Data.

● ● ●

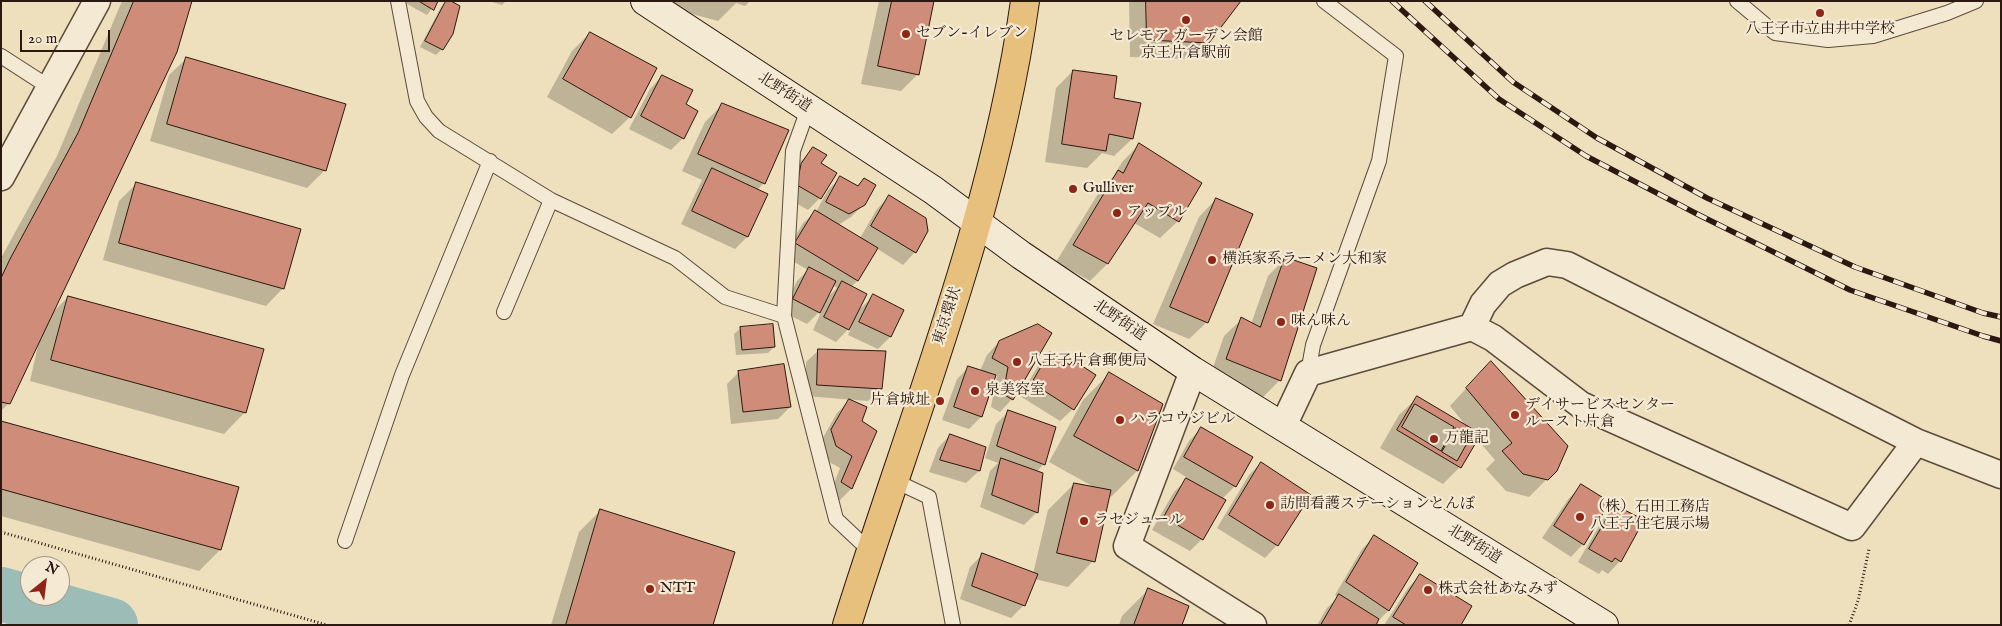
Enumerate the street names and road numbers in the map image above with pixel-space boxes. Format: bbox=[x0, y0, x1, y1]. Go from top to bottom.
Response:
street label: 北野街道 bbox=[754, 69, 814, 117]
street label: 東京環状 bbox=[930, 285, 966, 347]
street label: 北野街道 bbox=[1089, 297, 1149, 345]
street label: 北野街道 bbox=[1444, 521, 1504, 569]

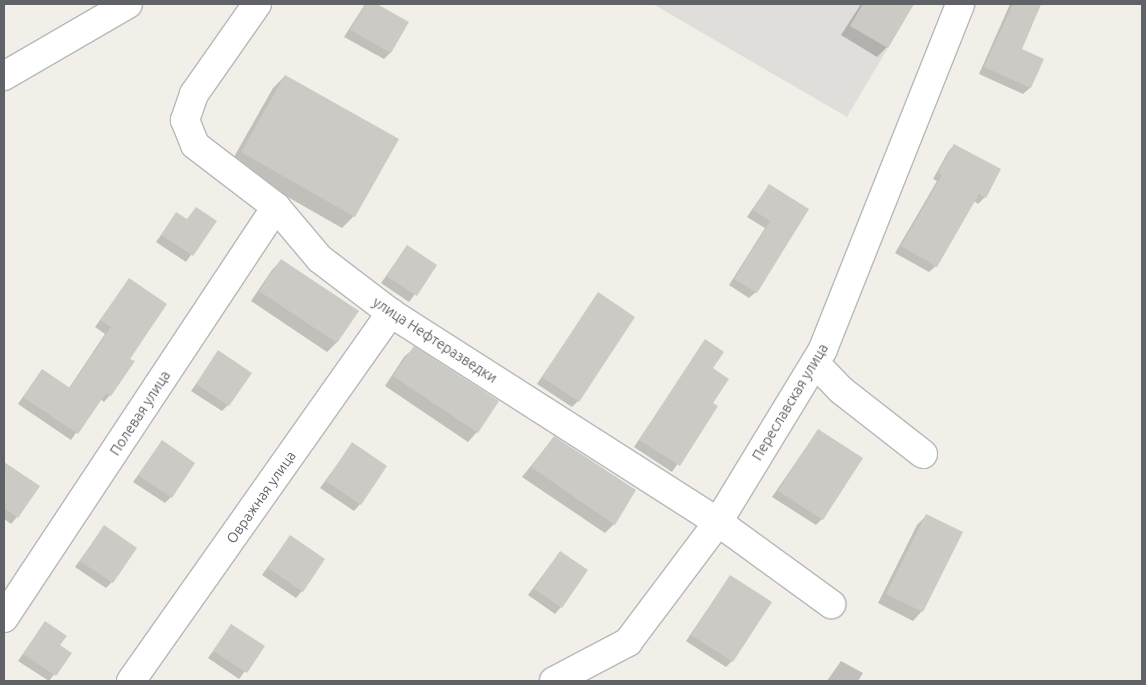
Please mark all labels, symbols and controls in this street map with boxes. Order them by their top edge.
street label: улица Нефтеразведки [370,294,500,386]
street label: Переславская улица [749,341,831,463]
street label: Полевая улица [106,367,174,459]
street label: Овражная улица [223,448,299,546]

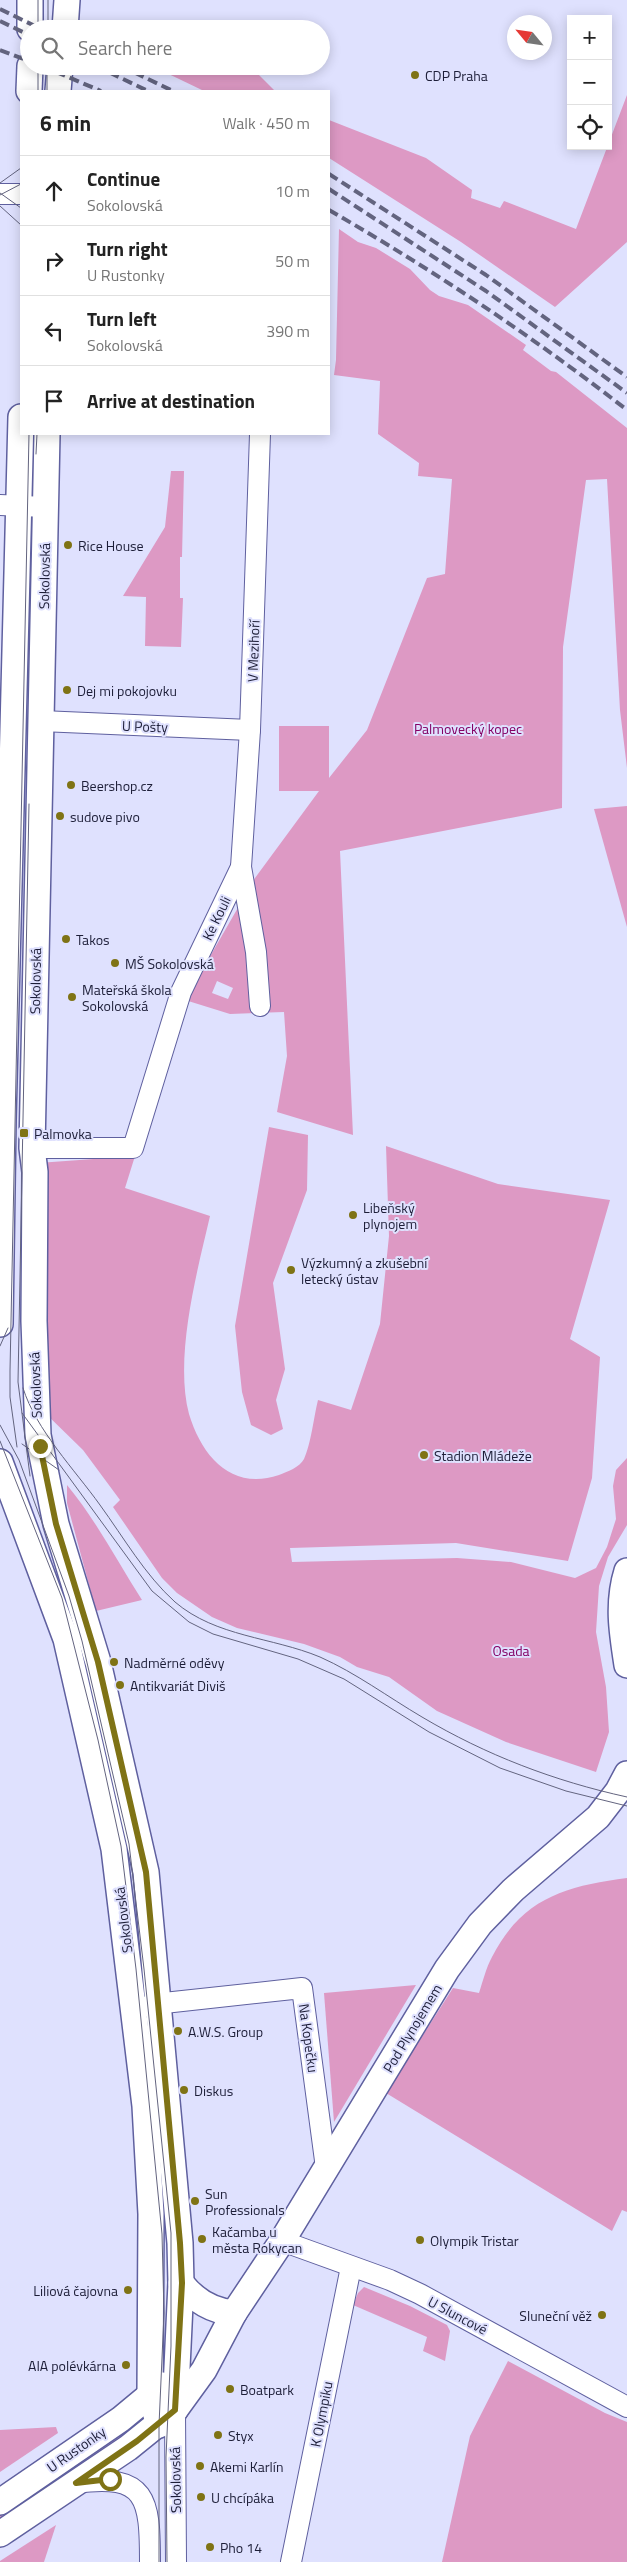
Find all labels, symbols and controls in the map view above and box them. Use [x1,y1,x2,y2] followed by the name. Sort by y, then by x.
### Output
[507,15,552,60] north arrow
[567,15,612,150] map controls
[567,15,612,60] button: +
[20,20,330,75] search box
[78,33,172,62] text: Search here
[38,34,66,62] icon: search
[567,60,612,105] button: −
[425,65,488,86] place label: CDP Praha
[409,69,421,81] marker: CDP Praha
[567,105,612,150] button: locate
[40,107,91,139] text: 6 min
[222,111,310,135] text: Walk · 450 m
[87,164,160,193] text: Continue
[40,177,68,205] icon: ahead
[275,179,310,203] text: 10 m
[87,193,163,217] text: Sokolovská
[87,234,168,263] text: Turn right
[40,247,68,275] icon: right
[275,249,310,273] text: 50 m
[87,263,165,287] text: U Rustonky
[87,304,157,333] text: Turn left
[40,317,68,345] icon: left
[266,319,310,343] text: 390 m
[87,333,163,357] text: Sokolovská
[87,386,255,415] text: Arrive at destination
[40,387,68,415] icon: arrive
[78,535,144,556] place label: Rice House
[62,539,74,551] marker: Rice House
[33,543,55,609] street label: Sokolovská
[241,619,265,682] street label: V Mezihoří
[77,680,177,701] place label: Dej mi pokojovku
[61,684,73,696] marker: Dej mi pokojovku
[122,715,169,737] street label: U Pošty
[414,718,522,739] park label: Palmovecký kopec
[81,775,153,796] place label: Beershop.cz
[65,779,77,791] marker: Beershop.cz
[70,806,140,827] place label: sudove pivo
[54,810,66,822] marker: sudove pivo
[196,892,236,944] street label: Ke Kouli
[76,929,110,950] place label: Takos
[60,933,72,945] marker: Takos
[24,948,46,1014] street label: Sokolovská
[125,953,214,974] place label: MŠ Sokolovská
[109,957,121,969] marker: MŠ Sokolovská
[82,979,172,1016] place label: Mateřská škola Sokolovská
[66,991,78,1003] marker: Mateřská škola Sokolovská
[34,1123,92,1144] place label: Palmovka
[18,1127,30,1139] marker: Palmovka
[363,1197,417,1234] place label: Libeňský plynojem
[347,1209,359,1221] marker: Libeňský plynojem
[301,1252,428,1289] place label: Výzkumný a zkušební letecký ústav
[285,1264,297,1276] marker: Výzkumný a zkušební letecký ústav
[23,1352,47,1418] street label: Sokolovská
[29,1435,52,1458] route end
[434,1445,532,1466] place label: Stadion Mládeže
[418,1449,430,1461] marker: Stadion Mládeže
[492,1640,530,1661] park label: Osada
[124,1652,225,1673] place label: Nadměrné oděvy
[108,1656,120,1668] marker: Nadměrné oděvy
[130,1675,225,1696] place label: Antikvariát Diviš
[114,1679,126,1691] marker: Antikvariát Diviš
[109,1886,137,1954] street label: Sokolovská
[377,1980,447,2076] street label: Pod Plynojemem
[294,2002,324,2074] street label: Na Kopečku
[188,2021,263,2042] place label: A.W.S. Group
[172,2025,184,2037] marker: A.W.S. Group
[194,2080,233,2101] place label: Diskus
[178,2084,190,2096] marker: Diskus
[205,2183,285,2220] place label: Sun Professionals
[189,2195,201,2207] marker: Sun Professionals
[212,2221,302,2258] place label: Kačamba u města Rokycan
[430,2230,519,2251] place label: Olympik Tristar
[196,2233,208,2245] marker: Kačamba u města Rokycan
[414,2234,426,2246] marker: Olympik Tristar
[33,2280,118,2301] place label: Liliová čajovna
[122,2284,134,2296] marker: Liliová čajovna
[424,2291,492,2339] street label: U Sluncové
[519,2305,592,2326] place label: Sluneční věž
[596,2309,608,2321] marker: Sluneční věž
[28,2355,116,2376] place label: AIA polévkárna
[120,2359,132,2371] marker: AIA polévkárna
[240,2379,294,2400] place label: Boatpark
[304,2379,338,2449] street label: K Olympiku
[224,2383,236,2395] marker: Boatpark
[42,2421,110,2477] street label: U Rustonky
[228,2425,254,2446] place label: Styx
[212,2429,224,2441] marker: Styx
[164,2447,186,2513] street label: Sokolovská
[210,2456,283,2477] place label: Akemi Karlín
[194,2460,206,2472] marker: Akemi Karlín
[99,2468,122,2491] route start
[211,2487,274,2508] place label: U chcípáka
[195,2491,207,2503] marker: U chcípáka
[220,2537,262,2558] place label: Pho 14
[204,2541,216,2553] marker: Pho 14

● ● ●

The task. In the copy, include no pictures; everything else in the material should be written out exactly.

Written solution.
Enumerate the street names and road numbers in the map image above with pixel-space boxes. Format: bbox=[x0, y0, x1, y1]. Go from top to bottom.
Response:
street label: 北野街道 bbox=[754, 69, 814, 117]
street label: 東京環状 bbox=[930, 285, 966, 347]
street label: 北野街道 bbox=[1089, 297, 1149, 345]
street label: 北野街道 bbox=[1444, 521, 1504, 569]

Please mark all labels, symbols and controls in this street map with boxes. Order them by their top edge.
street label: улица Нефтеразведки [370,294,500,386]
street label: Переславская улица [749,341,831,463]
street label: Полевая улица [106,367,174,459]
street label: Овражная улица [223,448,299,546]

Find all labels, symbols and controls in the map view above and box them. Use [x1,y1,x2,y2] followed by the name. Sort by y, then by x.
### Output
[507,15,552,60] north arrow
[567,15,612,150] map controls
[567,15,612,60] button: +
[20,20,330,75] search box
[78,33,172,62] text: Search here
[38,34,66,62] icon: search
[567,60,612,105] button: −
[425,65,488,86] place label: CDP Praha
[409,69,421,81] marker: CDP Praha
[567,105,612,150] button: locate
[40,107,91,139] text: 6 min
[222,111,310,135] text: Walk · 450 m
[87,164,160,193] text: Continue
[40,177,68,205] icon: ahead
[275,179,310,203] text: 10 m
[87,193,163,217] text: Sokolovská
[87,234,168,263] text: Turn right
[40,247,68,275] icon: right
[275,249,310,273] text: 50 m
[87,263,165,287] text: U Rustonky
[87,304,157,333] text: Turn left
[40,317,68,345] icon: left
[266,319,310,343] text: 390 m
[87,333,163,357] text: Sokolovská
[87,386,255,415] text: Arrive at destination
[40,387,68,415] icon: arrive
[78,535,144,556] place label: Rice House
[62,539,74,551] marker: Rice House
[33,543,55,609] street label: Sokolovská
[241,619,265,682] street label: V Mezihoří
[77,680,177,701] place label: Dej mi pokojovku
[61,684,73,696] marker: Dej mi pokojovku
[122,715,169,737] street label: U Pošty
[414,718,522,739] park label: Palmovecký kopec
[81,775,153,796] place label: Beershop.cz
[65,779,77,791] marker: Beershop.cz
[70,806,140,827] place label: sudove pivo
[54,810,66,822] marker: sudove pivo
[196,892,236,944] street label: Ke Kouli
[76,929,110,950] place label: Takos
[60,933,72,945] marker: Takos
[24,948,46,1014] street label: Sokolovská
[125,953,214,974] place label: MŠ Sokolovská
[109,957,121,969] marker: MŠ Sokolovská
[82,979,172,1016] place label: Mateřská škola Sokolovská
[66,991,78,1003] marker: Mateřská škola Sokolovská
[34,1123,92,1144] place label: Palmovka
[18,1127,30,1139] marker: Palmovka
[363,1197,417,1234] place label: Libeňský plynojem
[347,1209,359,1221] marker: Libeňský plynojem
[301,1252,428,1289] place label: Výzkumný a zkušební letecký ústav
[285,1264,297,1276] marker: Výzkumný a zkušební letecký ústav
[23,1352,47,1418] street label: Sokolovská
[29,1435,52,1458] route end
[434,1445,532,1466] place label: Stadion Mládeže
[418,1449,430,1461] marker: Stadion Mládeže
[492,1640,530,1661] park label: Osada
[124,1652,225,1673] place label: Nadměrné oděvy
[108,1656,120,1668] marker: Nadměrné oděvy
[130,1675,225,1696] place label: Antikvariát Diviš
[114,1679,126,1691] marker: Antikvariát Diviš
[109,1886,137,1954] street label: Sokolovská
[377,1980,447,2076] street label: Pod Plynojemem
[294,2002,324,2074] street label: Na Kopečku
[188,2021,263,2042] place label: A.W.S. Group
[172,2025,184,2037] marker: A.W.S. Group
[194,2080,233,2101] place label: Diskus
[178,2084,190,2096] marker: Diskus
[205,2183,285,2220] place label: Sun Professionals
[189,2195,201,2207] marker: Sun Professionals
[212,2221,302,2258] place label: Kačamba u města Rokycan
[430,2230,519,2251] place label: Olympik Tristar
[196,2233,208,2245] marker: Kačamba u města Rokycan
[414,2234,426,2246] marker: Olympik Tristar
[33,2280,118,2301] place label: Liliová čajovna
[122,2284,134,2296] marker: Liliová čajovna
[424,2291,492,2339] street label: U Sluncové
[519,2305,592,2326] place label: Sluneční věž
[596,2309,608,2321] marker: Sluneční věž
[28,2355,116,2376] place label: AIA polévkárna
[120,2359,132,2371] marker: AIA polévkárna
[240,2379,294,2400] place label: Boatpark
[304,2379,338,2449] street label: K Olympiku
[224,2383,236,2395] marker: Boatpark
[42,2421,110,2477] street label: U Rustonky
[228,2425,254,2446] place label: Styx
[212,2429,224,2441] marker: Styx
[164,2447,186,2513] street label: Sokolovská
[210,2456,283,2477] place label: Akemi Karlín
[194,2460,206,2472] marker: Akemi Karlín
[99,2468,122,2491] route start
[211,2487,274,2508] place label: U chcípáka
[195,2491,207,2503] marker: U chcípáka
[220,2537,262,2558] place label: Pho 14
[204,2541,216,2553] marker: Pho 14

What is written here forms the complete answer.